Newborn screening (NBS) with kappa-deleting recombination excision circles (KRECs) is primarily used to detect B cell lymphopenia and agammaglobulinemia as markers of inborn errors of immunity (IEIs). However, reduced B cell output on KREC testing may also represent an early sentinel of hematological disorders. Brazil currently implements NBS with both T cell receptor excision circles (TRECs) and KRECs, providing a unique opportunity to characterize disorders uncovered by isolated KREC abnormalities.
To describe the Brazilian experience using KREC-based NBS, identifying hematologic disorders, and to highlight the role of KRECs as an early marker of diseases affecting B cell production.
We conducted a prospective review of newborns referred to a Brazilian reference center following abnormal KREC results on NBS. Clinical, immunologic, and hematologic data were collected (complete blood counts, immunophenotyping, immunoglobulin levels, and bone marrow aspirate). After confirmation of B cell lymphopenia, patients underwent panel-based genetic testing. Final diagnoses and time from NBS referral to etiologic definition were recorded.
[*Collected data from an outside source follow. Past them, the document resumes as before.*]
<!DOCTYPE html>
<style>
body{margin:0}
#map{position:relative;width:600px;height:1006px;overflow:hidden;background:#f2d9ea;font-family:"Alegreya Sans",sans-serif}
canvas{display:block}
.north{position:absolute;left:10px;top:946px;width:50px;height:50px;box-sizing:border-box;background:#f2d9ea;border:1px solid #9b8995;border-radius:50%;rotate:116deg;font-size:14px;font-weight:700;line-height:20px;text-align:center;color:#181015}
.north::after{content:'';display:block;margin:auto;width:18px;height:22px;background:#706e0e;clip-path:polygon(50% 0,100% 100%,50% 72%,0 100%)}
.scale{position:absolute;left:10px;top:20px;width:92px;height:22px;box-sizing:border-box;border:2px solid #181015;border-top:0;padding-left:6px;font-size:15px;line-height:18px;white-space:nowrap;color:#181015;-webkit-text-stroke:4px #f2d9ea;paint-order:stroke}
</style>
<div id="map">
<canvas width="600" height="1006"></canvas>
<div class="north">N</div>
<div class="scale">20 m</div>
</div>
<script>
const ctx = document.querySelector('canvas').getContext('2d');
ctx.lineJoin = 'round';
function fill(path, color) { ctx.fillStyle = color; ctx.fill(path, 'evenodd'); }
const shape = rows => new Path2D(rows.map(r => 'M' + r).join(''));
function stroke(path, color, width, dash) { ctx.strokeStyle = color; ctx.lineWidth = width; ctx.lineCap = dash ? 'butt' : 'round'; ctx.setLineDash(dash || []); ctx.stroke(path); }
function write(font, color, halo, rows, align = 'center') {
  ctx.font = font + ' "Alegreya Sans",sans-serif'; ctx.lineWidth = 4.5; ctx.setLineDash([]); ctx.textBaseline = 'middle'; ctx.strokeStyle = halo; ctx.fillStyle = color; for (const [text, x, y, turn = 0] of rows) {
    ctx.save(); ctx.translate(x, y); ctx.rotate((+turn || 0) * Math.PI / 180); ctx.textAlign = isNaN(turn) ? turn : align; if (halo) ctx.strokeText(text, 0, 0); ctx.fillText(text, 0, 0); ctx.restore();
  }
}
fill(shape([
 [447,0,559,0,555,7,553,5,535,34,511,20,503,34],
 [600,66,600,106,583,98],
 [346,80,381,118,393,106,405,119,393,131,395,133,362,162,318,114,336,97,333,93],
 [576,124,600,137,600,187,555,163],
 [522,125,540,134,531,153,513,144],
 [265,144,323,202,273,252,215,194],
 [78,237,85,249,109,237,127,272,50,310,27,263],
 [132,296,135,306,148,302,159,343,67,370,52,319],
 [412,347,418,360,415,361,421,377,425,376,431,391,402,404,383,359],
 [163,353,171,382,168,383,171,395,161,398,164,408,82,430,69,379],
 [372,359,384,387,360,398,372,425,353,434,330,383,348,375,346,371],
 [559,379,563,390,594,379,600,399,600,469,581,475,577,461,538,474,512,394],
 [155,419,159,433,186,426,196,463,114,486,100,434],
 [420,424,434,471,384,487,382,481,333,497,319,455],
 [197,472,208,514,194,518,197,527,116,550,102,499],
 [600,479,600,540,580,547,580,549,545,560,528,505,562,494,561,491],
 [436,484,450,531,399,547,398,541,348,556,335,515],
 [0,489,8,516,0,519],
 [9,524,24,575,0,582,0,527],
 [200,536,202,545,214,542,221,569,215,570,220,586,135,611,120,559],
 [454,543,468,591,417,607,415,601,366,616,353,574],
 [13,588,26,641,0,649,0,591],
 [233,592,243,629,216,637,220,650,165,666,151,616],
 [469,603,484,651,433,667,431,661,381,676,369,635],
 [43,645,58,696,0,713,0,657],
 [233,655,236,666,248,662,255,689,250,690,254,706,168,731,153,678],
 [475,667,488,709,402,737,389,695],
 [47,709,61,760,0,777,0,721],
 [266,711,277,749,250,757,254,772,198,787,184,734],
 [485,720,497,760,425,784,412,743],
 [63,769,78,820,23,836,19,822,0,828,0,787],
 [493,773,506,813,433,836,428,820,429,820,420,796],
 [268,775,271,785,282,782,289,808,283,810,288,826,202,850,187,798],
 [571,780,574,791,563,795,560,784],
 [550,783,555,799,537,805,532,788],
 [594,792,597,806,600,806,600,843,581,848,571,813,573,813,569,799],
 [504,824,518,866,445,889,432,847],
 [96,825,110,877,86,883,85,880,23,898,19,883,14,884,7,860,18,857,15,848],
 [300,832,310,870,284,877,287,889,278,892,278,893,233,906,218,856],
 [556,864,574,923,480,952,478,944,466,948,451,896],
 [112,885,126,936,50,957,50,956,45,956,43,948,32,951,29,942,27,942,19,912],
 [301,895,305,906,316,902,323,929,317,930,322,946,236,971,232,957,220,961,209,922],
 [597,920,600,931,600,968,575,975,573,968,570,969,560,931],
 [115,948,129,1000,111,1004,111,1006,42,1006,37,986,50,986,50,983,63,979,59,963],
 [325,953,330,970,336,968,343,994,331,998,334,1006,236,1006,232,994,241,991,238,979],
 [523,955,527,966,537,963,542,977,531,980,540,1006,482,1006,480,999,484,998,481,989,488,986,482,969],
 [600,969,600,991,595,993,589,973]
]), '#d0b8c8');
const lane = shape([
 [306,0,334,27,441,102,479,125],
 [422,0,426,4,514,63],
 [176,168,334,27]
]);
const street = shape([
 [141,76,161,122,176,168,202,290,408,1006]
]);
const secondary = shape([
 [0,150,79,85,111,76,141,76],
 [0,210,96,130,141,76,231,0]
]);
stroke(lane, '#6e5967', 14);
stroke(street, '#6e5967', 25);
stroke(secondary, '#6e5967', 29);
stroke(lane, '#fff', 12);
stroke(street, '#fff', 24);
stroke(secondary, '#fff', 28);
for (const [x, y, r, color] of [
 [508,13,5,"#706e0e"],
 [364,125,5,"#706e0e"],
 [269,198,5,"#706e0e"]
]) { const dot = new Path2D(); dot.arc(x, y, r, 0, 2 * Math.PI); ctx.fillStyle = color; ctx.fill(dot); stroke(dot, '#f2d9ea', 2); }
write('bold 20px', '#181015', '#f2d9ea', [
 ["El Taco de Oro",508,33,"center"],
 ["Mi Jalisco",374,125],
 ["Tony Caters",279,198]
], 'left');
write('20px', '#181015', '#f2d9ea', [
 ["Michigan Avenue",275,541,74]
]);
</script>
Among infants referred for abnormal KRECs, distinct hematologic conditions were identified: 10 G6PD mutations (7/10 G6PD c.[202G>A(;)376A>G]), one GATA2 deficiency (GATA2 c.1348G>A; KREC 1copy/µL), one Shwachman–Diamond syndrome [SBDS c.258+2T>C(intron), c.184A>T; KREC 47copies/µL], and one juvenile myelomonocytic leukemia (NRAS c.35G>A; KRECs 6 copies/µL). In all cases, abnormal KRECs were the first abnormal finding and preceded clinical manifestations, as the confirmed B cell lymphopenia guided early hematologic assessment and subsequent genetic testing, establishing the final diagnosis. The KREC abnormality expedited diagnostic evaluation, facilitated recognition of the associated conditions, and guided early multidisciplinary follow-up with immunology and hematology when indicated. These diagnoses would likely have been substantially delayed in the absence of a KREC-based screening abnormality.
The Brazilian experience illustrates that KREC-based NBS can function as a powerful entry point not only to agammaglobulinemia but also to hematologic disorders that impair B cell lymphopoiesis, including bone marrow failure syndromes and myeloid neoplasms. The association between low KRECs and G6PD variants in our cohort is under investigation to clarify links with B cell impairment. Integrating KRECs into NBS programs and strengthening immunology–hematology collaboration can expand the impact of NBS beyond classical B cell IEIs, enabling earlier diagnosis.